Universal vaccination against Hepatitis B is critical in order to create immunity in the community from viral infections that attack the liver, K. Rajender Reddy, director of Hepatology, Hospital of the University of Pennsylvania, says.
The Hepatitis B virus vaccine has been proven to be very effective. It is the only other vaccine, apart from the Human Papilloma Virus vaccine, that has favourable impact on the incidence of liver cancer, decreasing it substantially, Dr. Reddy explains.
The burden of liver disease globally is enormous, and is primarily driven by viral Hepatitis B and C. Both cause liver diseases over a spectrum of severity, beginning from liver failure, cirrhosis, and liver cancer. From a public health point of view (since these viruses are transmitted through the faeco-oral route), Hepatitis A and E are known to occur in epidemic form in India. There are, of course, other causes of liver disease, but they do not have a great impact, Dr. Reddy said in a chat with The Hindu on Friday.
Dr. Reddy, and his colleague Abraham Shaked, director, PENN Transplant Institute, were at MIOT Hospital, on their way to Hyderabad to participate in the Digestive Diseases Week workshop/seminar. At MIOT, they held discussions with the teams led by George M. Chandy, director, MIOT Advanced Centre for Gastrointestinal and Liver Disease, and Rajan Ravichandran, director, MIOT Institute of Nephrology.
The good news, Dr. Reddy, explains is that there are effective treatments. But they can be expensive, and a challenge/burden on patients, governments and insurance companies. Ideally, therefore, prevention must be the focus.

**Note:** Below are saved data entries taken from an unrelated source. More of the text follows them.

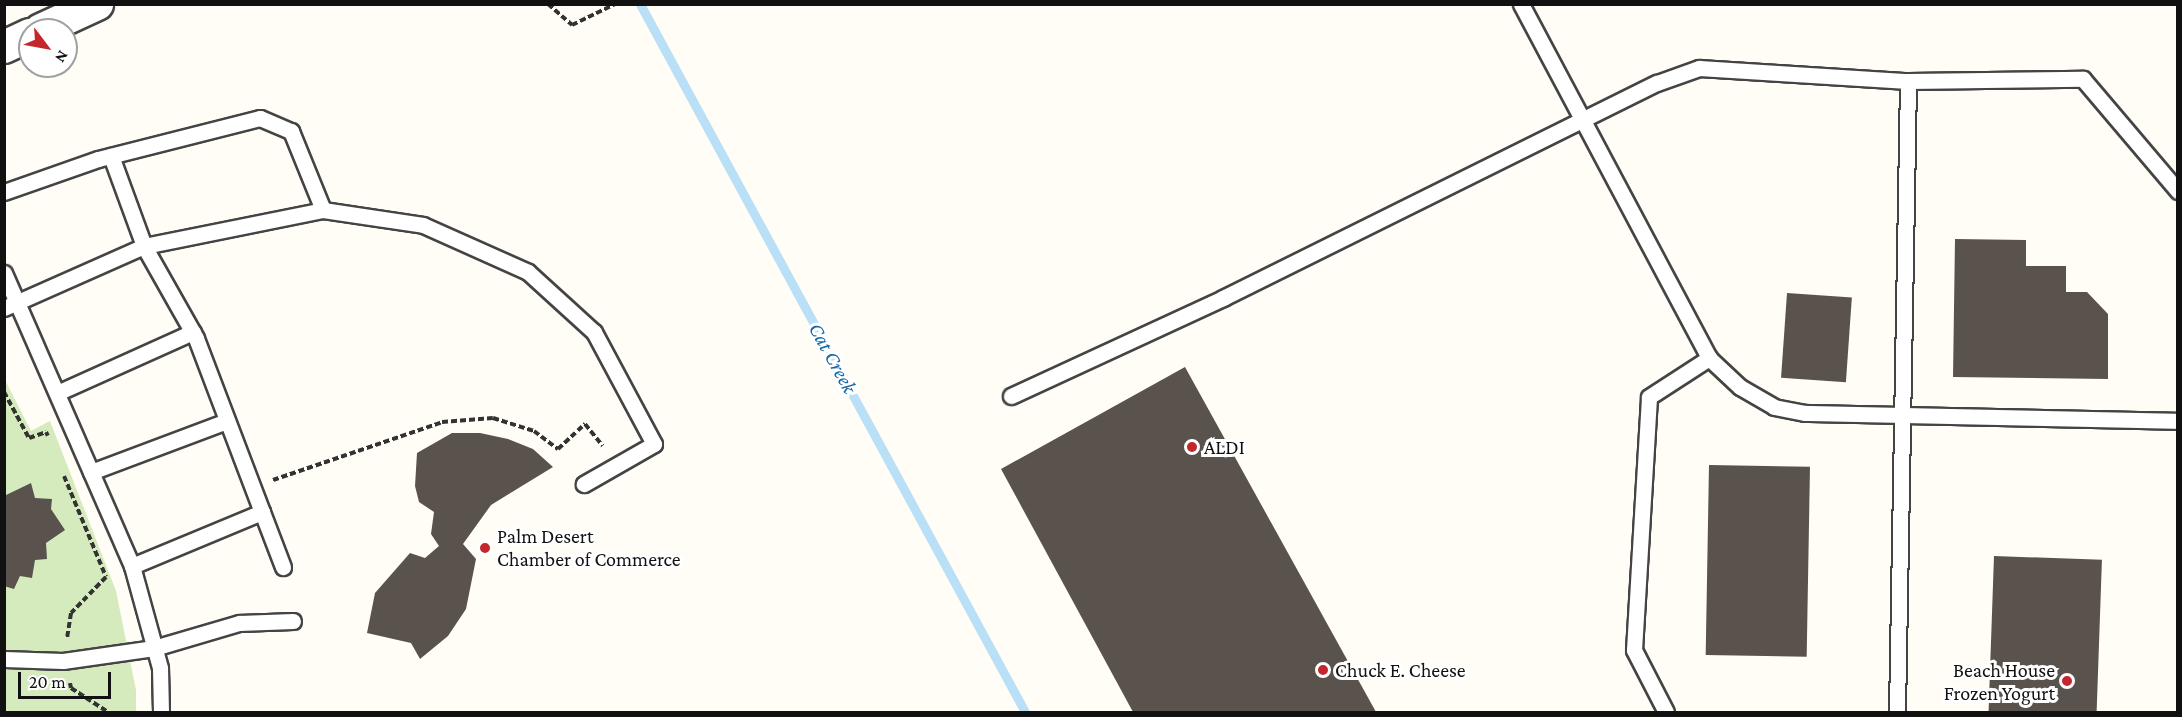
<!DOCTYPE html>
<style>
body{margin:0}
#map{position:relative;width:2182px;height:717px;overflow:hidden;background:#fffdf5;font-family:"Crimson Pro",serif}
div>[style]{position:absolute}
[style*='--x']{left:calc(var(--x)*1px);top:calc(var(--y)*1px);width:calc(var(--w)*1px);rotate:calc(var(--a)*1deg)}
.green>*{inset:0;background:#d5ebbd}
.stream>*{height:9px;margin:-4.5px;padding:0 4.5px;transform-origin:4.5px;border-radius:4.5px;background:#b9e0f7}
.building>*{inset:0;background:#5a524d;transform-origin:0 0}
.path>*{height:4px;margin-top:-2px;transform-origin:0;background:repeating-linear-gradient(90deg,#333 0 6px,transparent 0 9px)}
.roads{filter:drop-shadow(2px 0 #444) drop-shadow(-2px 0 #444) drop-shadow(0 2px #444) drop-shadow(0 -2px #444)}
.service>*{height:15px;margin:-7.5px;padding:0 7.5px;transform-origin:7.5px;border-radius:7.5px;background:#fff}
.minor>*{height:32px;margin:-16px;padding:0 16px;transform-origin:16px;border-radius:16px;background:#fff}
.dots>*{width:16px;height:16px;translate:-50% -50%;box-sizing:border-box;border:3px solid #fff;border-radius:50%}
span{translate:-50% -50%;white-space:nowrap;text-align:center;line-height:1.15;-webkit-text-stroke:6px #fff;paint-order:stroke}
.poi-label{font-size:20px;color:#111}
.left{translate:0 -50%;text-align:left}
.right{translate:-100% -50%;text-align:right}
.water-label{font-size:21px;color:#1768a6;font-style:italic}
.frame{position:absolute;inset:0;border:6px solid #111;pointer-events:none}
.north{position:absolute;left:18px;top:18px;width:60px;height:60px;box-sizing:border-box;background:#fff;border:2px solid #a0a0a0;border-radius:50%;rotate:122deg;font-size:16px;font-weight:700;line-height:24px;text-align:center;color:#111}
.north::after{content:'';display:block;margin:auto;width:21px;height:27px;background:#c4262e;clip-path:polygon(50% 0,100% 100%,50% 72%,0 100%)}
.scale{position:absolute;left:18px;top:672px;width:93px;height:27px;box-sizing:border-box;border:3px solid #111;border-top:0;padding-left:8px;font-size:18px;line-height:21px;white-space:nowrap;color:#111;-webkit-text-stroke:4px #fff;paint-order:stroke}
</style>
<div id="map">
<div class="green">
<i style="clip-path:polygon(4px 378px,31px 431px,50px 421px,116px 591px,136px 690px,136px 712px,5px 712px)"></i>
</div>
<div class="stream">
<i style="--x:640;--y:4;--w:806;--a:61.46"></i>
</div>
<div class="building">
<i style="clip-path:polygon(1955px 239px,2026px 240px,2026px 266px,2066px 266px,2066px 292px,2087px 292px,2108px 314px,2108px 379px,1953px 377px)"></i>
<i style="left:1787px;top:293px;width:65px;height:85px;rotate:4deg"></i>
<i style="clip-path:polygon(1185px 367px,1376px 712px,1133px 712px,1001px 469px)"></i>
<i style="clip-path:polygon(452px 433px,480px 433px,508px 439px,533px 449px,553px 467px,491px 505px,463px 544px,476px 559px,466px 609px,448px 636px,420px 659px,411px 643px,367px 633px,375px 593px,410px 553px,425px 558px,439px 546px,431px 534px,434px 512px,419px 502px,415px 486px,417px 453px)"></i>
<i style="left:1709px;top:465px;width:101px;height:190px;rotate:1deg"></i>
<i style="clip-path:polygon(31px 483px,35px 498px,52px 499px,51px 509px,65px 530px,46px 543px,47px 559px,35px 560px,32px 578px,20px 576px,14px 589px,4px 586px,4px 496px)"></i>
<i style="left:1994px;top:556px;width:108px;height:156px;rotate:2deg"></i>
</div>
<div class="path">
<i style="--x:548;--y:4;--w:32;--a:41"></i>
<i style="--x:572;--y:25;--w:48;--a:-26"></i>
<i style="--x:4;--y:392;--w:52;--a:61.5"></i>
<i style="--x:29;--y:438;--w:18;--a:-19"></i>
<i style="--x:46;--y:432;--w:4;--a:63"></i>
<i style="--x:64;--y:476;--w:109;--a:67.4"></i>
<i style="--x:106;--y:577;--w:50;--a:134.2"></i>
<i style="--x:71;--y:613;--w:25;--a:99"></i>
<i style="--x:273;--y:480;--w:179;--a:-18.9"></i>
<i style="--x:442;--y:422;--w:51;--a:-4.5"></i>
<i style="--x:493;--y:418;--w:43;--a:17.6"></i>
<i style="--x:534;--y:431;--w:30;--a:37"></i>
<i style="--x:558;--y:449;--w:37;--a:-43"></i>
<i style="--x:585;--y:424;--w:28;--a:51"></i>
<i style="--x:70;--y:683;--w:5;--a:79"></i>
<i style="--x:71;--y:688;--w:44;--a:33"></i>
</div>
<div class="roads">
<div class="service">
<i style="--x:1521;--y:4;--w:401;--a:62"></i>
<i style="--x:1709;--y:358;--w:42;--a:43.1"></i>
<i style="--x:1740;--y:387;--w:39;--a:30"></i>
<i style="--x:1774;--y:407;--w:32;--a:11"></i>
<i style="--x:1805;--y:413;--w:373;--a:1.2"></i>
<i style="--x:4;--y:192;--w:100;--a:-19.3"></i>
<i style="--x:98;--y:159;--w:167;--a:-14.2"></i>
<i style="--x:260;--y:118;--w:34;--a:23"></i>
<i style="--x:291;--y:131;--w:85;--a:67.9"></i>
<i style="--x:323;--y:210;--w:183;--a:168.6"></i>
<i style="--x:144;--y:246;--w:153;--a:156.1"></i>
<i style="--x:323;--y:210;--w:101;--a:8.5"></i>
<i style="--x:423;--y:225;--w:115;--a:24.1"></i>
<i style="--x:528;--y:272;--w:89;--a:42.3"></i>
<i style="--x:594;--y:332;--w:127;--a:61.8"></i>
<i style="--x:654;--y:444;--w:81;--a:150.3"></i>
<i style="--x:4;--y:273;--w:320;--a:66.4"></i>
<i style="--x:132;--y:566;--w:141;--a:-22.6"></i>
<i style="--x:262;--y:512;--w:186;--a:-110.8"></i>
<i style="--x:196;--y:338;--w:106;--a:-119.5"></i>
<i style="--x:144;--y:246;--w:96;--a:-110.1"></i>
<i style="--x:57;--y:393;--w:149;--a:-24.2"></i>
<i style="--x:1011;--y:396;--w:234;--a:-24.8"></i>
<i style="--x:1223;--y:298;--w:484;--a:-26.4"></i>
<i style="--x:1657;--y:83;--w:45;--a:-19.7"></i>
<i style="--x:1699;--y:68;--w:209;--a:3.6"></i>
<i style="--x:1908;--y:81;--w:175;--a:-0.7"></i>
<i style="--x:2083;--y:79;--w:147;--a:49.7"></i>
<i style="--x:91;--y:472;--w:145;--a:-20.6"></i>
<i style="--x:262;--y:512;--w:59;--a:69.1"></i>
<i style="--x:132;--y:566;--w:106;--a:74.6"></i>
<i style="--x:160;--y:668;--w:44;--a:88.7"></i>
<i style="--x:4;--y:659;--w:59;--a:1.9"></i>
<i style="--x:63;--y:661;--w:92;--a:-8.1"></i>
<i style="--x:154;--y:648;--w:89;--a:-16.4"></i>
<i style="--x:239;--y:623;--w:54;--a:-2.1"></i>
<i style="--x:1666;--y:712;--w:70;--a:-117.3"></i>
<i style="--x:1634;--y:650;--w:253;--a:-86.6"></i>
<i style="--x:1649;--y:397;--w:72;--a:-33"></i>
<i style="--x:1897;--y:712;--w:631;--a:-89"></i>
</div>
<div class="minor">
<i style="--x:41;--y:30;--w:62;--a:-24.9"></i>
<i style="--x:4;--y:47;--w:29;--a:-25"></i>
</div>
</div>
<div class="dots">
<i style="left:1192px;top:447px;background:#c4262e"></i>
<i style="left:485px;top:548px;background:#c4262e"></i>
<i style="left:1323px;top:670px;background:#c4262e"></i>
<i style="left:2067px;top:681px;background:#c4262e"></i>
</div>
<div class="poi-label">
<span class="left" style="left:1204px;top:447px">ALDI</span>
<span class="left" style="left:497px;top:548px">Palm Desert<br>Chamber of Commerce</span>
<span class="left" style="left:1335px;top:670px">Chuck E. Cheese</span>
<span class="right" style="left:2055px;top:682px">Beach House<br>Frozen Yogurt</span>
</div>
<div class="water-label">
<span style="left:833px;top:358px;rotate:61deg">Cat Creek</span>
</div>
<div class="frame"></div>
<div class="north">N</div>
<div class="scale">20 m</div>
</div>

While Hepatitis E and A can be avoided by maintaining good sanitary conditions, Hepatitis B and C are transmitted mostly through the sexual route or contaminated blood and blood products, similar to HIV infections. The best way out would be to take the same precautions during sex, as recommended for HIV prevention; making blood products safe; and following universal good practices in a health care setting, he adds.
Dr. Shaked, an expert on liver transplant procedures, responding to a question on the advisability of doing adult living donor transplants, says: “In many ways if we do living donors, it is because we do not have cadaveric donors. Let us not fool ourselves. While it makes no difference to the recipient, studies demonstrate that there is a chance of mortality and morbidity in donors.”
It is estimated, based on self-reporting, that the mortality among donors is one among every 250 cases. “This is 0.25 per cent, and it is significant, especially if you are healthy,” he adds.
“Unfortunately we do not have enough cadaveric donations to match the demand, even though our rate is one of the highest in the world,” Dr. Shaked says. His centre also tries to maximise utilisation of cadaveric organs, conducting split liver transplants from good cadaveric livers. The larger wedge of the liver will be used for an adult, while the smaller one will be used on a child.
What is important when conducting live liver transplants is the amount of education that is given to potential donors on the risks involved. In the U.S., there is a very rigid policy that will not allow the physician who is involved with the recipient to deal with the donor, because of conflict of interest, Dr. Reddy says. A separate team deals with the donor always, as the policy specifies he/she should be given an independent opportunity to decide without the compulsions of peer pressure and guilt. “In fact, if the donor does not want to donate, and is unwilling to tell others about this, we can even find a medical reason to cite for rejecting the donor,” Dr. Reddy explains.
Also joining the discussions were the office-bearers of the recently-launched Tamil Nadu branch of the Indian National Association for the Study of Liver — A.T. Mohan, gastroenterologist, and K. Narayanasamy, hepatologist.